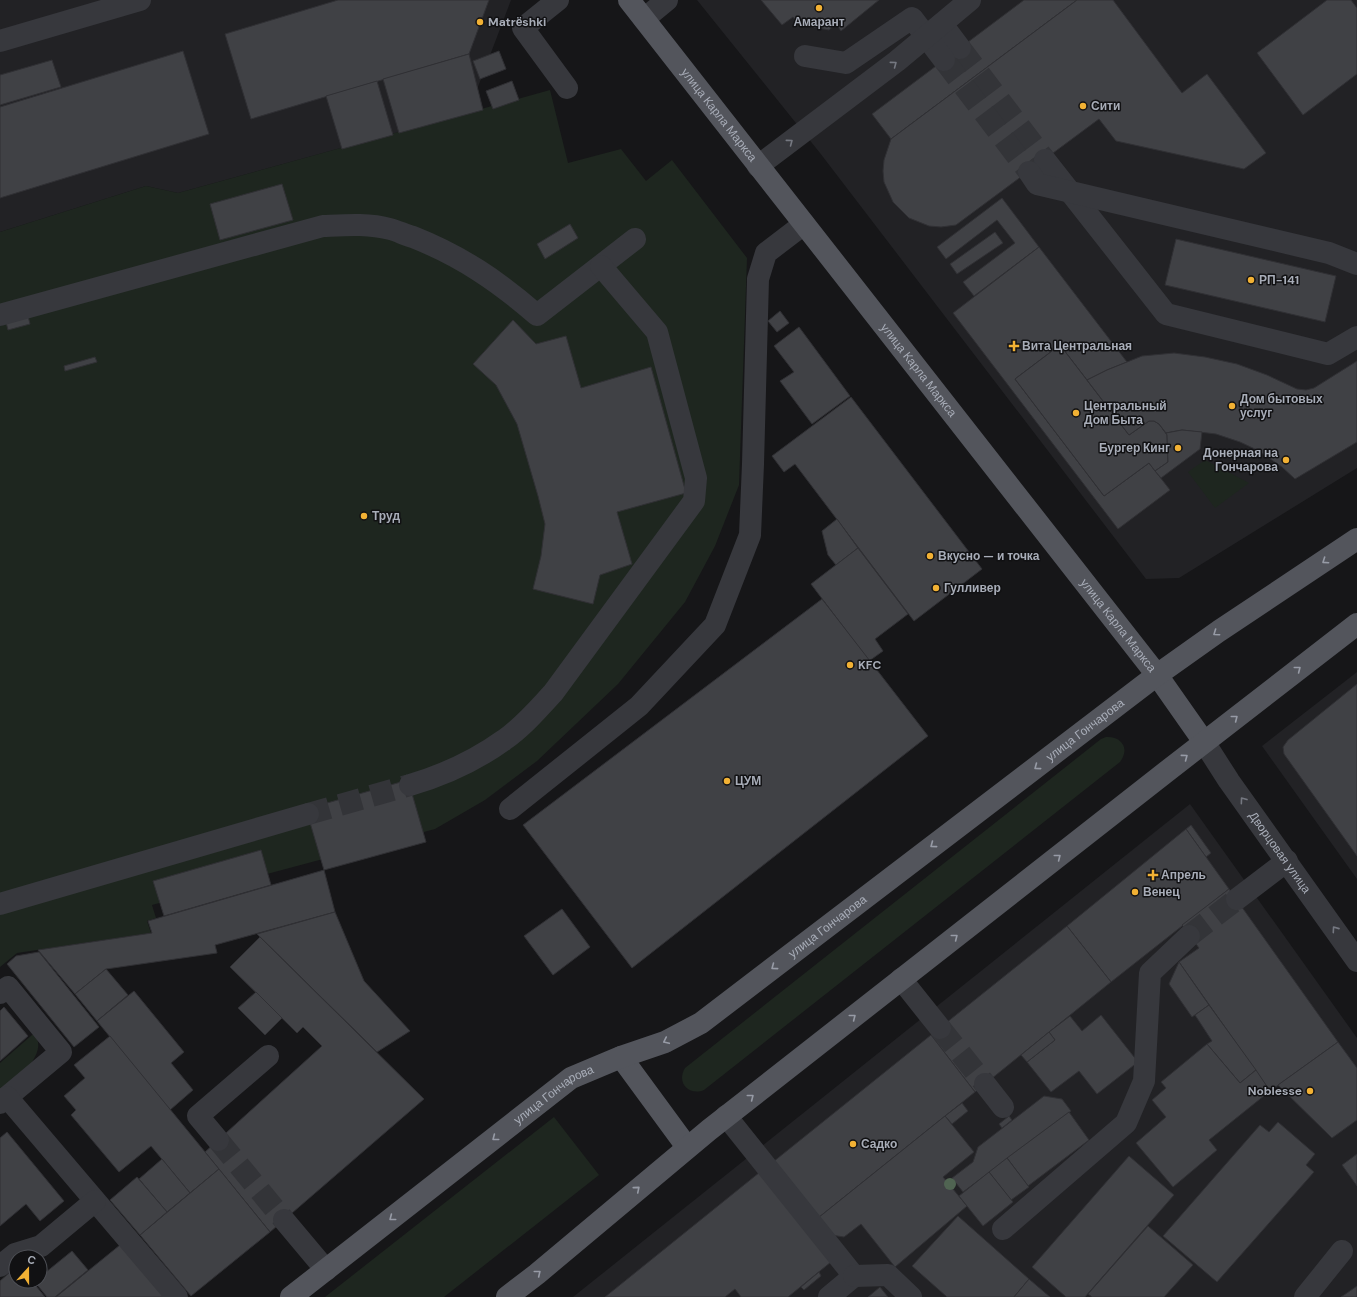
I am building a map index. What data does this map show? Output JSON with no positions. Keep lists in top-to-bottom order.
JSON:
{
  "streets": {
    "main road": ["улица Карла Маркса", "улица Гончарова"],
    "street": ["Дворцовая улица"]
  },
  "crossings": [
    ["улица Карла Маркса", "улица Гончарова"],
    ["улица Карла Маркса", "Дворцовая улица"]
  ],
  "one_way": ["Дворцовая улица"],
  "places": {
    "other": [
      "Амарант",
      "Matrёshki",
      "Сити",
      "РП-141",
      "Дом бытовых услуг",
      "Центральный Дом Быта",
      "Бургер Кинг",
      "Донерная на Гончарова",
      "Труд",
      "Вкусно — и точка",
      "Гулливер",
      "KFC",
      "ЦУМ",
      "Венец",
      "Noblesse",
      "Садко"
    ],
    "health": ["Вита Центральная", "Апрель"]
  },
  "north": "top"
}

• • • • •

TASK DESCRIPTION:
Images in the records should not be copied. Repeat all the rest exactly.

ANSWER BOX:
I am building a map index. What data does this map show? Output JSON with no positions. Keep lists in top-to-bottom order.
JSON:
{
  "streets": {
    "main road": ["улица Карла Маркса", "улица Гончарова"],
    "street": ["Дворцовая улица"]
  },
  "crossings": [
    ["улица Карла Маркса", "улица Гончарова"],
    ["улица Карла Маркса", "Дворцовая улица"]
  ],
  "one_way": ["Дворцовая улица"],
  "places": {
    "other": [
      "Амарант",
      "Matrёshki",
      "Сити",
      "РП-141",
      "Дом бытовых услуг",
      "Центральный Дом Быта",
      "Бургер Кинг",
      "Донерная на Гончарова",
      "Труд",
      "Вкусно — и точка",
      "Гулливер",
      "KFC",
      "ЦУМ",
      "Венец",
      "Noblesse",
      "Садко"
    ],
    "health": ["Вита Центральная", "Апрель"]
  },
  "north": "top"
}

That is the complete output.